Remember that this object is very faint and quite large. Field of view is more important than aperture to observe this nebula visually. Your best chance at finding NGC 1499 is to use binoculars or a telescope with a wide field of view, and low-power eyepiece. Ideally, this would be during new moon, from a dark location, and while the nebula is high overhead.
Facts about the California Nebula
This deep-sky astrophotography object is a cosmic cloud of hydrogen gas located in the Orion Arm of the Milky Way. Our own Sun also resides in this neighborhood of the Universe, only a short 1,500 light years away. APOD describes the composition of this nebula well by saying
“the most prominent glow of the California Nebula is the red light characteristic of hydrogen atoms recombining with long lost electrons, stripped away (ionized) by energetic starlight. The star most likely providing the energetic starlight that ionizes much of the nebular gas is the bright, hot, bluish Xi Persei just to the right of the nebula.”
Photographing and Processing this Nebula
This nebula comes to life when imaged with a DSLR camera modified for astrophotography, or a filtered CCD camera. I attempted to image NGC 1499 several times with a stock Canon DSLR with poor results. Removing the IR cut filter from my Canon 450D allowed my to capture the structure and color of this object.
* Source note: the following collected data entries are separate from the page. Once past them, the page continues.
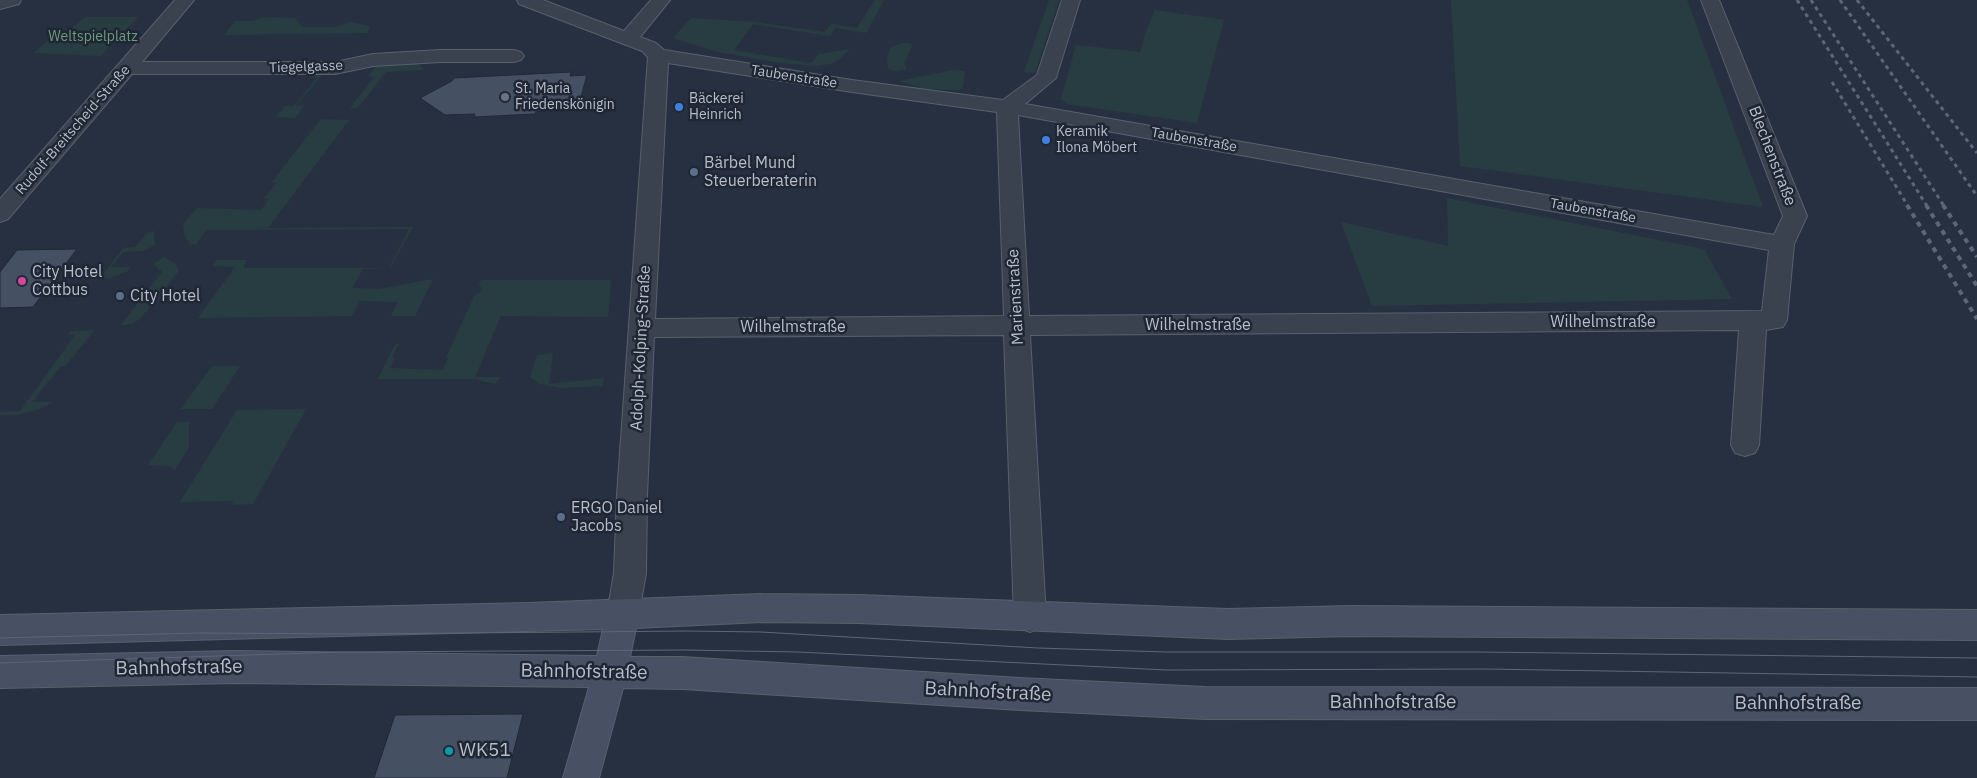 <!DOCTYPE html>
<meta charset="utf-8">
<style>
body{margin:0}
canvas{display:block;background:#263040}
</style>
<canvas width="1977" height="778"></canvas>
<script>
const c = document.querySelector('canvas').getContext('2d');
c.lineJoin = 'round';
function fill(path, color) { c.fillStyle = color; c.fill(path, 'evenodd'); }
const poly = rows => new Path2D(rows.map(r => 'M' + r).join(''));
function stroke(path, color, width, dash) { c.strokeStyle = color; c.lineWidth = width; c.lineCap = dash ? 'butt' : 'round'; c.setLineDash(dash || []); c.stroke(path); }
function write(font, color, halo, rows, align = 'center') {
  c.font = font + ' "IBM Plex Sans",sans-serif'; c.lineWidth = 5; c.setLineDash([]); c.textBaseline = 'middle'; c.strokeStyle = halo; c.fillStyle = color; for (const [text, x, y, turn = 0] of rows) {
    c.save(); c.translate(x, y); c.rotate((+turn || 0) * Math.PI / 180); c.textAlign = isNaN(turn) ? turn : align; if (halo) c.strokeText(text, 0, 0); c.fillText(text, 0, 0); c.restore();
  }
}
fill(poly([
 [875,0,884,0,866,33,835,28,830,36,753,24,734,50,811,63,819,54,849,49,841,58,830,64,816,66,781,63,718,52,673,38,691,18,755,22,825,32,831,24,857,28],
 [1049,0,1059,0,1035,73,1024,72],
 [1451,0,1687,0,1763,207,1460,166],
 [1155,10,1224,20,1197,123,1067,104,1061,99,1076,45,1140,52,1145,34],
 [85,17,138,17,101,56,33,53,57,33,70,30],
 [265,17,295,18,302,27,336,27,351,22,370,26,367,33,224,35,235,21,252,21],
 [901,43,909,43,912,46,904,64,907,69,894,71,888,68,887,57,890,48],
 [379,63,411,63,420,65,424,70,386,72,358,108,350,108,374,77,368,76],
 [953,70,965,71,963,87,959,90,925,89,899,81],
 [313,74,338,74,322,75,296,105,304,106,295,118,276,117,285,106,294,106,317,78,308,77],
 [321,119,349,120,268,228,413,227,390,268,363,269,352,288,379,289,433,279,415,316,391,316,398,302,360,301,352,316,198,318,235,267,212,266,217,260,247,260,243,268,389,268,409,229,206,230,196,245,190,244,184,234,183,224,197,208,261,210,269,199,264,198,277,183,272,182],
 [1447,198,1704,249,1732,299,1372,306,1341,222,1448,246],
 [154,231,155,245,143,251,123,252,111,267,131,267,128,271,110,278,100,278,123,248,135,247,147,233],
 [164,257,175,264,179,271,140,319,132,324,121,325,162,272,154,264],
 [481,280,611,280,608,317,501,316,475,377,501,377,495,384,475,379,378,379,395,344,399,344,392,357,395,357,390,368,443,370,448,358,446,358,474,296,480,292,481,288,479,284],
 [95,330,65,366,61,366,32,402,53,402,37,410,16,415,0,415,0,412,20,411,75,335,68,334,71,331],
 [553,353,549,384,604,378,603,386,561,388,540,384,530,377,537,355],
 [212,366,240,366,212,409,181,409],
 [306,409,253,504,232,505,233,501,180,502,237,410],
 [177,422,189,422,189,447,175,470,170,466,148,465]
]), '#283d41');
const building = poly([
 [571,72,570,76,587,75,579,104,563,105,554,109,536,112,535,114,474,117,475,114,445,115,420,98,452,81,454,78,571,72],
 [77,249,33,307,0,308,0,272,17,250,77,249],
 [523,714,507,778,374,778,395,715,523,714]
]);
fill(building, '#455062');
stroke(building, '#212937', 1);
const street = poly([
 [0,0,21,0,19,4,0,9,0,0],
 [175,0,194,0,142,62,335,62,373,54,440,50,514,50,521,52,524,56,521,60,514,62,440,62,373,66,335,74,132,74,8,219,0,222,0,199,175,0],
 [517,0,543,0,624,31,651,0,670,0,640,37,656,43,664,50,852,80,1003,100,1037,75,1062,0,1080,0,1056,78,1025,104,1774,235,1783,216,1701,0,1719,0,1807,216,1794,244,1787,320,1783,327,1766,330,1759,445,1755,453,1745,456,1735,453,1731,445,1739,330,1030,335,1046,617,1042,627,1030,632,1018,627,1014,617,1004,335,654,337,647,495,646,573,639,613,634,623,623,627,612,623,607,613,614,573,617,495,648,57,642,51,519,4,517,0],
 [668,63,852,92,997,112,1004,316,655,319,668,63],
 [1018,115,1769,250,1762,311,1029,316,1018,115]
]);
const secondary = poly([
 [762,594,859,595,1228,609,1351,606,1977,610,1977,640,1351,636,1228,639,859,623,762,622,636,628,630,657,682,657,1020,678,1205,687,1977,688,1977,720,1205,719,1020,710,682,689,623,688,599,778,563,778,589,687,235,683,0,688,0,656,235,651,597,656,603,629,0,645,0,615,529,603,762,594]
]);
stroke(street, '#58606d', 2);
stroke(secondary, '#58606d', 2);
fill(street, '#3a4250');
fill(secondary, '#485163');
stroke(poly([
 [0,638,198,633,351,634,687,631,761,632,1038,648,1166,652,1479,652,1977,658],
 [0,663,343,652,685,650,798,652,1166,670,1485,669,1977,677]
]), '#5c6677', 1);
stroke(poly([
 [1797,0,1927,206],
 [1811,0,1944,206],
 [1840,0,1977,196],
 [1857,0,1977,153],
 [1832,82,1908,206]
]), '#5c6677', 3, [4, 4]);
stroke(poly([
 [1907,205,1977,319],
 [1926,205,1977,286],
 [1943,205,1977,257]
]), '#5c6677', 4, [5, 5]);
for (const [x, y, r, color] of [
 [505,97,5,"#6b7280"],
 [679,107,5,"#3f7fe0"],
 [1046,140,5,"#3f7fe0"],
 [694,172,5,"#5c6f8a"],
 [22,281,5,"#d1479c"],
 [120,296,5,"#5c6f8a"],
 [561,517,5,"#5c6f8a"],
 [449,751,5,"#0f9aa8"]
]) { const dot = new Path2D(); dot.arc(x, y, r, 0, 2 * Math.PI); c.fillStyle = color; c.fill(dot); stroke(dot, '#1f2735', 2); }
write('14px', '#6e9b7a', '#1f2735', [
 ["Weltspielplatz",93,37]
]);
write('14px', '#b7bdca', '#1f2735', [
 ["Tiegelgasse",306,67,-2],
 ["Taubenstraße",794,77,9],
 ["Rudolf-Breitscheid-Straße",73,130,-49],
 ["Taubenstraße",1194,140,10],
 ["Taubenstraße",1593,211,10]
]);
write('14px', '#b7bdca', '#1f2735', [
 ["St. Maria",515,89],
 ["Friedenskönigin",515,105],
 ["Bäckerei",689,99],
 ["Heinrich",689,115],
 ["Keramik",1056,132],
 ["Ilona Möbert",1056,148]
], 'left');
write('16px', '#b7bdca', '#1f2735', [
 ["Blechenstraße",1772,156,69],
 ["Marienstraße",1016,297,-93],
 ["Wilhelmstraße",1603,322],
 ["Wilhelmstraße",1198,325],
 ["Wilhelmstraße",793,327],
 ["Adolph-Kolping-Straße",641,348,-87]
]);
write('16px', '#b7bdca', '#1f2735', [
 ["Bärbel Mund",704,163],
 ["Steuerberaterin",704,181],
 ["City Hotel",32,272],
 ["Cottbus",32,290],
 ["City Hotel",130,296],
 ["ERGO Daniel",571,508],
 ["Jacobs",571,526]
], 'left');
write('19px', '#b7bdca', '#1f2735', [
 ["Bahnhofstraße",179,668,-1],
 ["Bahnhofstraße",584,672,1],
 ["Bahnhofstraße",988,692,3],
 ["Bahnhofstraße",1393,703],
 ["Bahnhofstraße",1798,704]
]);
write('19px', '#b7bdca', '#1f2735', [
 ["WK51",459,751]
], 'left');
</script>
The California Nebula is a large deep-sky object, so you will need a wide field of view to capture the entire nebula in a single frame. Many amateur astrophotographers tackle this challenge by shooting NGC 1499 with a telephoto camera lens, such as a 300mm f/4. As seen in this incredible image featured on APOD in January 2016, I did not include the entire nebula in my image! The nebulosity continues up past the top of my image.
As for processing the image, I paid extra attention to star size. I made sure not to stretch the size and intensity of the stars when stretching the nebulosity data using curves in photoshop. In my opinion, larger, more defined emission nebulae such as the California Nebula look better without a sea of bright stars surrounding it.